» **TASK ITEM**:
Repeat precisely the span of lines below that opens with the line containing "Convert this map image" and closes with the line containing "For a GIS import: Serialize", both included.

» **DATASET CONTENT**:

"""

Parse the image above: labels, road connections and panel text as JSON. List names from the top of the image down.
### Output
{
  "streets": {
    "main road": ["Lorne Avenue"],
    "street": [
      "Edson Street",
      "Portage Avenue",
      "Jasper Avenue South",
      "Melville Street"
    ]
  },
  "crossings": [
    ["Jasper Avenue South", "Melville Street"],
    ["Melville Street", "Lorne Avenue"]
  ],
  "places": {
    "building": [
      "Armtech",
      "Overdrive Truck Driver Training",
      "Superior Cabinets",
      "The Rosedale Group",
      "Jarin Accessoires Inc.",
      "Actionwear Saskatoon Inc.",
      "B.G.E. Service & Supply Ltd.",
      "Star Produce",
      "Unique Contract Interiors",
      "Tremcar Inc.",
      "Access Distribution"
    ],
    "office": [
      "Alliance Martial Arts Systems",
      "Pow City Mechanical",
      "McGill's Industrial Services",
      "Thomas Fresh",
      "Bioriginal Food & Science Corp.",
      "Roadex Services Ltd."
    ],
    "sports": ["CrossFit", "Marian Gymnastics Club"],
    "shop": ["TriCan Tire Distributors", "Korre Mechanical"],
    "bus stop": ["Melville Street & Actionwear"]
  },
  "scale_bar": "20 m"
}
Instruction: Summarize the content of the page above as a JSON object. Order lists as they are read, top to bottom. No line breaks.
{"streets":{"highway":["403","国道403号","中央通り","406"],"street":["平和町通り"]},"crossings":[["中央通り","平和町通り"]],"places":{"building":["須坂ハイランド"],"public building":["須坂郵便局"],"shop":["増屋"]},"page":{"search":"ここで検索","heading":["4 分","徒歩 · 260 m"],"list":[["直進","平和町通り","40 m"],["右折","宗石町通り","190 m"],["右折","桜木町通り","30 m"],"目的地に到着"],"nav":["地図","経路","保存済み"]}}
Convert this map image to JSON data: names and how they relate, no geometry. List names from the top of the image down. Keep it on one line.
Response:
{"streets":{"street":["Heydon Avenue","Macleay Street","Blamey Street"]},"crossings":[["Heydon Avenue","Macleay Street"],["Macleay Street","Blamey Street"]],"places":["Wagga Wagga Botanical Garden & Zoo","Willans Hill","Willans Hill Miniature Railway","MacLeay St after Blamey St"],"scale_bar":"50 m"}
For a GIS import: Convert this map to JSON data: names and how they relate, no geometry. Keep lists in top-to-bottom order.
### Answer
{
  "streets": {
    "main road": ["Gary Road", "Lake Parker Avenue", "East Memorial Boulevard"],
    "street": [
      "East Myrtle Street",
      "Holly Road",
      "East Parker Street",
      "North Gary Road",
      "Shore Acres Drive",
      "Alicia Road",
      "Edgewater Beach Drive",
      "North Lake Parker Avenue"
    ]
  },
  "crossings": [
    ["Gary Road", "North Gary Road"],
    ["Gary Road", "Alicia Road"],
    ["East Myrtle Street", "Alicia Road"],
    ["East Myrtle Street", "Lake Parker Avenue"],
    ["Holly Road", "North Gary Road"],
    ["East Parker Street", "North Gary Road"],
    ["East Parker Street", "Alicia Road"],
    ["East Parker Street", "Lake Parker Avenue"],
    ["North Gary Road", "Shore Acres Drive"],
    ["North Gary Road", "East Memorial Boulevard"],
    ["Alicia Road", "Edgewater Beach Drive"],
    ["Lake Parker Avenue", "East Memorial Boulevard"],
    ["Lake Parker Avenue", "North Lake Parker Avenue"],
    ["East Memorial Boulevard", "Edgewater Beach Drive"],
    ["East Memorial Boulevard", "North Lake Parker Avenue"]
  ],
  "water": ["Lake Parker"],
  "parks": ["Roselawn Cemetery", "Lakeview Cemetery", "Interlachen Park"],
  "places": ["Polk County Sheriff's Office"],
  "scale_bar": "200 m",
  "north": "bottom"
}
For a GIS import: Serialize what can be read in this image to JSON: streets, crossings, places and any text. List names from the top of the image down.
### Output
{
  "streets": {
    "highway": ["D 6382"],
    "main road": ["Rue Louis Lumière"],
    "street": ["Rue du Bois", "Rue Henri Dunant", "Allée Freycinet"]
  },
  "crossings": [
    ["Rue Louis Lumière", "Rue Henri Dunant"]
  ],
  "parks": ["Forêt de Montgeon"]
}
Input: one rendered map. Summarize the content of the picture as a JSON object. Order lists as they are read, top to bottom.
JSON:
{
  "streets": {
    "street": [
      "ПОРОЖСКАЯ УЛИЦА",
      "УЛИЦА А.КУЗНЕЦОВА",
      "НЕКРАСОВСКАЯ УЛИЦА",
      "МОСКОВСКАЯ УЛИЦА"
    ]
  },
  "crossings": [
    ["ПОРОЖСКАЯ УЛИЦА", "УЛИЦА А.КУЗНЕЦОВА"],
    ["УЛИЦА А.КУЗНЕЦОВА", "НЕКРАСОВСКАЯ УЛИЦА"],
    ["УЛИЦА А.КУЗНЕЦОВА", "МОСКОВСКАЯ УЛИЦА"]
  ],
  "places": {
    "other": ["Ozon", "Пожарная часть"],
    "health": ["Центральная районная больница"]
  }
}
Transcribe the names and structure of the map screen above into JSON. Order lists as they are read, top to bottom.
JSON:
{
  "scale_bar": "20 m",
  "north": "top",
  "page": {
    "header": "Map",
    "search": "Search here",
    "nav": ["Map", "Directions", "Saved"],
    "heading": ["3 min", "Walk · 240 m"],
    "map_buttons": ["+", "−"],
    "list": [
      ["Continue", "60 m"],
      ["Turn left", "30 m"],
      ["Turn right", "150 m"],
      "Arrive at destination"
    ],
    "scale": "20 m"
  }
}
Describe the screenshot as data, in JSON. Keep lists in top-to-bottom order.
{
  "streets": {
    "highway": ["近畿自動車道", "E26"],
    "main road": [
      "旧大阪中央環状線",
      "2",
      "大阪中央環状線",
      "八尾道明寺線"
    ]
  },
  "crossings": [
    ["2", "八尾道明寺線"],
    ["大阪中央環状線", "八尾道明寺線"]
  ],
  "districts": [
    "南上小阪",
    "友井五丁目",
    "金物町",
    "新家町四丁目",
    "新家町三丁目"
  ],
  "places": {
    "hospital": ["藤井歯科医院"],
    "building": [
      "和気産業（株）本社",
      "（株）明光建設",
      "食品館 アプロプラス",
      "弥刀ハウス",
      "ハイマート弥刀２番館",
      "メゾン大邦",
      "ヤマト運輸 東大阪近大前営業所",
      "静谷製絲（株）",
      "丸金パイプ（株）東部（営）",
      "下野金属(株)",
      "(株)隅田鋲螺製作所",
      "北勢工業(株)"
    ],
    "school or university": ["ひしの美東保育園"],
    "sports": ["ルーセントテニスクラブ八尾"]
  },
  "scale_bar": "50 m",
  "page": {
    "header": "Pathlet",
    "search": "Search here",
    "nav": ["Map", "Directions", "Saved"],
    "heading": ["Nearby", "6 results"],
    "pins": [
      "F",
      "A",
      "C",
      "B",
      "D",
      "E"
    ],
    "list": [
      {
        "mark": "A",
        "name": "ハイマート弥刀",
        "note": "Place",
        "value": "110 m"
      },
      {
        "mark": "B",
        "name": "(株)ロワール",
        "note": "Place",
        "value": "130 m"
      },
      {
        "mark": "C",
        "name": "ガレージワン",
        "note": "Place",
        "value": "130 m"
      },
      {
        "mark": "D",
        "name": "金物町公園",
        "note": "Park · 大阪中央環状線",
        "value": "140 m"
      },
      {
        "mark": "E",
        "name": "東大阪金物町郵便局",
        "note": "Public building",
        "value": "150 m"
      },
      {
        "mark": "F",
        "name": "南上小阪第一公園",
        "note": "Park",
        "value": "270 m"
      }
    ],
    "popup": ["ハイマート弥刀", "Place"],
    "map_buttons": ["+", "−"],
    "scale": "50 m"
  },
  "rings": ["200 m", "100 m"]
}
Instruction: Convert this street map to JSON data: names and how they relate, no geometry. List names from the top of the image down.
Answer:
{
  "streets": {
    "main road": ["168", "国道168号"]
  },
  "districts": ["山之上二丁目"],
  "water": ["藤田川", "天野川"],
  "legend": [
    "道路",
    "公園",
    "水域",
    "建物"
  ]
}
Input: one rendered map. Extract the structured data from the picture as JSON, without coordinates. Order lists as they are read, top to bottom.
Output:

"""

» **EXERCISE RESULT**:
Convert this map image to JSON data: names and how they relate, no geometry. List names from the top of the image down. Keep it on one line.
Response:
{"streets":{"street":["Heydon Avenue","Macleay Street","Blamey Street"]},"crossings":[["Heydon Avenue","Macleay Street"],["Macleay Street","Blamey Street"]],"places":["Wagga Wagga Botanical Garden & Zoo","Willans Hill","Willans Hill Miniature Railway","MacLeay St after Blamey St"],"scale_bar":"50 m"}
For a GIS import: Convert this map to JSON data: names and how they relate, no geometry. Keep lists in top-to-bottom order.
### Answer
{
  "streets": {
    "main road": ["Gary Road", "Lake Parker Avenue", "East Memorial Boulevard"],
    "street": [
      "East Myrtle Street",
      "Holly Road",
      "East Parker Street",
      "North Gary Road",
      "Shore Acres Drive",
      "Alicia Road",
      "Edgewater Beach Drive",
      "North Lake Parker Avenue"
    ]
  },
  "crossings": [
    ["Gary Road", "North Gary Road"],
    ["Gary Road", "Alicia Road"],
    ["East Myrtle Street", "Alicia Road"],
    ["East Myrtle Street", "Lake Parker Avenue"],
    ["Holly Road", "North Gary Road"],
    ["East Parker Street", "North Gary Road"],
    ["East Parker Street", "Alicia Road"],
    ["East Parker Street", "Lake Parker Avenue"],
    ["North Gary Road", "Shore Acres Drive"],
    ["North Gary Road", "East Memorial Boulevard"],
    ["Alicia Road", "Edgewater Beach Drive"],
    ["Lake Parker Avenue", "East Memorial Boulevard"],
    ["Lake Parker Avenue", "North Lake Parker Avenue"],
    ["East Memorial Boulevard", "Edgewater Beach Drive"],
    ["East Memorial Boulevard", "North Lake Parker Avenue"]
  ],
  "water": ["Lake Parker"],
  "parks": ["Roselawn Cemetery", "Lakeview Cemetery", "Interlachen Park"],
  "places": ["Polk County Sheriff's Office"],
  "scale_bar": "200 m",
  "north": "bottom"
}
For a GIS import: Serialize what can be read in this image to JSON: streets, crossings, places and any text. List names from the top of the image down.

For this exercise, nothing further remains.